3. Verify every citation from the primary source. Not a sample. Every one. Treat AI citation lists as a first-pass index and the primary source as the truth. Mata v Avianca is what happens when this step gets skipped at scale.
4. Reason out loud before redrafting. When you spot a problem in a draft — yours or AI's — say what is wrong before fixing it. The articulation is the rep. Silent fixing trains the editor, not the reasoner.
5. Keep one purely unmediated brief or memo a week. Even a short one. Even an internal one. The point is to preserve the daily existence of the originating cognitive act, which is the thing the AI integration is most likely to quietly take over.
What this is not
The category is loud and the honest position is narrower than the headlines.
This routine does not predict that AI will deskill the legal profession. It does not claim that any lawyer using CoCounsel or Harvey is at risk. It does not say AI use causes any clinical condition. None of those claims is supported by the published evidence and Senwitt does not make them.

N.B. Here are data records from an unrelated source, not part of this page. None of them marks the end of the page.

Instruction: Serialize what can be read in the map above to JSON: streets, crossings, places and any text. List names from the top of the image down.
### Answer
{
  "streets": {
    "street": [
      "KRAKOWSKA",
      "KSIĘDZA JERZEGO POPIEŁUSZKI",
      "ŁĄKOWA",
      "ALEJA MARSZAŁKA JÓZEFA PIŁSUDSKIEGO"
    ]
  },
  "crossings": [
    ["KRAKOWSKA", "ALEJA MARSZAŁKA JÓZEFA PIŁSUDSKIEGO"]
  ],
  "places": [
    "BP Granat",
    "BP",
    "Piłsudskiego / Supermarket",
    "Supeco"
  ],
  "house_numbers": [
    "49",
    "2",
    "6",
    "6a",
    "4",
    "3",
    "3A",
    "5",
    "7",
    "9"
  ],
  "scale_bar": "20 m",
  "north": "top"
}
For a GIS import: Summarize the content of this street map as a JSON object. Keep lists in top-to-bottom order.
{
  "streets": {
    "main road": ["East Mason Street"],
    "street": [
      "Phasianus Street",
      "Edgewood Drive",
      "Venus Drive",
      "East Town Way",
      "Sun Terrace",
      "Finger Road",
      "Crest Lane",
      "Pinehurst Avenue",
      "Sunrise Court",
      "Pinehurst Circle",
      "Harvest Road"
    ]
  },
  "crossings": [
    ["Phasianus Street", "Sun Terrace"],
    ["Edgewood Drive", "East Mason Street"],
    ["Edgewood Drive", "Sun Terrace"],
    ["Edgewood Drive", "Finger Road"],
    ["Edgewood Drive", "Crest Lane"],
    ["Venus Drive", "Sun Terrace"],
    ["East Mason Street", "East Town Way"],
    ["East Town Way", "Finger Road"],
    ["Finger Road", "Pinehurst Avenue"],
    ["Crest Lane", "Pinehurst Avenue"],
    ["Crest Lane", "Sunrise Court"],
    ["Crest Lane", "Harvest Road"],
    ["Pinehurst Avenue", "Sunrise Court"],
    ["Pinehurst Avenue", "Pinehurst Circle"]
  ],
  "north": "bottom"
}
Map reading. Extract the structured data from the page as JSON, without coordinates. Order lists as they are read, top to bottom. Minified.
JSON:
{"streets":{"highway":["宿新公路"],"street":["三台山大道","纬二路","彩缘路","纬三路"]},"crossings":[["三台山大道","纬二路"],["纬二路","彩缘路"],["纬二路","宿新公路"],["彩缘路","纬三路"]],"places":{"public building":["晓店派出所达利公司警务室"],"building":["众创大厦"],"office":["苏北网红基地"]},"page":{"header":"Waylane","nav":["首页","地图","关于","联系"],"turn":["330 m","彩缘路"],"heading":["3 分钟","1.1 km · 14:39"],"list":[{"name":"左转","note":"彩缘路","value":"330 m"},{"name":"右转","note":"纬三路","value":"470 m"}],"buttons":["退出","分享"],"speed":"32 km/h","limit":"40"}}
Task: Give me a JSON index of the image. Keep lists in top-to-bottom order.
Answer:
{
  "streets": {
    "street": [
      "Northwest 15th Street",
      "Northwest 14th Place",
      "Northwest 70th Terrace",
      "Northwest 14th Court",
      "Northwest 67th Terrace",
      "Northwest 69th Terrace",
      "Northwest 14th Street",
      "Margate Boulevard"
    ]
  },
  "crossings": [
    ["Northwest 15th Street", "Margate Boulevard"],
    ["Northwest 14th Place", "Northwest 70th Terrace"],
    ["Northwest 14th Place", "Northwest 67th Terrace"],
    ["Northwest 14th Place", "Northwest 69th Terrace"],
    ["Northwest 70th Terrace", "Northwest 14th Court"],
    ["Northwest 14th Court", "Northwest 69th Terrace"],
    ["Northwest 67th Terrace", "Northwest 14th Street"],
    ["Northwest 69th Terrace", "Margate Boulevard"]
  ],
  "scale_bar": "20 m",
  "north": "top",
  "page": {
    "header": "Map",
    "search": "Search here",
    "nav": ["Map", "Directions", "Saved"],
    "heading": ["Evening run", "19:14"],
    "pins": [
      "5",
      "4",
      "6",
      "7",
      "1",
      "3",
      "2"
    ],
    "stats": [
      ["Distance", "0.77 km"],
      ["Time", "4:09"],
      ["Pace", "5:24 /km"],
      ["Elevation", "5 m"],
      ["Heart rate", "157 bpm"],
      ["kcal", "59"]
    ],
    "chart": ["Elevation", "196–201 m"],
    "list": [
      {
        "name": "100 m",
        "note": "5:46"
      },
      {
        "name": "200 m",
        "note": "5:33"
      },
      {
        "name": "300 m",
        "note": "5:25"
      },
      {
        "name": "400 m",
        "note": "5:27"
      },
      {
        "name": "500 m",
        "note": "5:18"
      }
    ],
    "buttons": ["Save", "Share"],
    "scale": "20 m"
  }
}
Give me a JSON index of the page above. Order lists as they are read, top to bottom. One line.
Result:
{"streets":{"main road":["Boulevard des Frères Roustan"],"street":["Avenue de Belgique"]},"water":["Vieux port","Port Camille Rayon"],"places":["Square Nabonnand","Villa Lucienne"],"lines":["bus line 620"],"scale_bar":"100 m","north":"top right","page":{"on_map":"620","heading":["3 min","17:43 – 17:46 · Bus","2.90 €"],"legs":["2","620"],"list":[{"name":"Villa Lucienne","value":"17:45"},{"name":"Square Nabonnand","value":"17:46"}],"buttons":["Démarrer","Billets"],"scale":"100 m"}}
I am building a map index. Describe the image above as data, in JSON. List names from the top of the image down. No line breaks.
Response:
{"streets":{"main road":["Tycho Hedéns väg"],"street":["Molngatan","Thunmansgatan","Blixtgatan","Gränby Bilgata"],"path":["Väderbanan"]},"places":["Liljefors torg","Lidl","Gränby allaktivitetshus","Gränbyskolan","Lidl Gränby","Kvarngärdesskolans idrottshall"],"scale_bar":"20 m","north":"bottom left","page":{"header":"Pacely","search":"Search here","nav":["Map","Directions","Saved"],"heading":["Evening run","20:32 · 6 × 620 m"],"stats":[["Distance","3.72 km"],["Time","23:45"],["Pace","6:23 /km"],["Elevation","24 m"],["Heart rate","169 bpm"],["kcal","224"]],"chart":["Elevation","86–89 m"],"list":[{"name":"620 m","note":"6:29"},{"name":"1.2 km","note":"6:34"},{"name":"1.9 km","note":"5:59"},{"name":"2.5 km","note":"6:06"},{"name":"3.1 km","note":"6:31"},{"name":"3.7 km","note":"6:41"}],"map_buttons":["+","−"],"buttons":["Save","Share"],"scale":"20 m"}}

What the evidence does support is narrow: cognitive acts that get fewer reps tend to weaken, and AI integration in legal work shifts which acts get reps. The routine above keeps the load-bearing acts on the calendar. That is all it claims to do.
It is also not a substitute for firm-level practice management. Whether your firm permits AI on which kinds of matters, how cite-checking is audited, and how junior associates are trained when first-pass drafting is AI-mediated are all real questions that an individual practice routine cannot solve. The routine is what an individual lawyer or paralegal can do regardless of how those questions get answered.
How Senwitt fits
Senwitt does not replace the work above. What it offers is a daily, on-purpose, seven-minute Set across six Senwitt Skills — including Reading, Reasoning, and Writing — that keeps those muscles warm even on days the rest of your work runs through AI. The for lawyers page lays out the case in more detail. The deliberate-practice frame Senwitt is built on comes from Ericsson, Krampe & Tesch-Römer, 1993 — daily, effortful, on-purpose engagement with the specific skill.
The longer argument on what the cognitive-offloading research actually supports lives on the research/cognitive-offloading page. The research/ai-overreliance page covers the workplace pattern.
A specific note on the paralegal and junior-associate case, because the cognitive-offloading risk lands differently early in a legal career. In the pre-AI model, the close-reading muscle was effectively trained on the job — the first three years of legal work involved unreasonable volumes of case review, statute parsing, and cite-checking that produced the close-reading reflex by repetition. In an AI-mediated model, much of that volume is performed by tools, and the practitioner who used to develop the muscle by doing the work can now finish the work without developing the muscle. The risk is not that the artefacts are worse; it is that the reflex never gets installed. The daily routine above matters disproportionately for early-career practitioners precisely because the structural reps that used to come from the job itself are no longer reliably there. The honest framing is that the daily practice is not a complement to the work for someone five years in; for someone in the first three years it is the part of training that AI integration has quietly displaced, and it has to be put back in by hand if the close-reading reflex is going to exist when the harder cases arrive.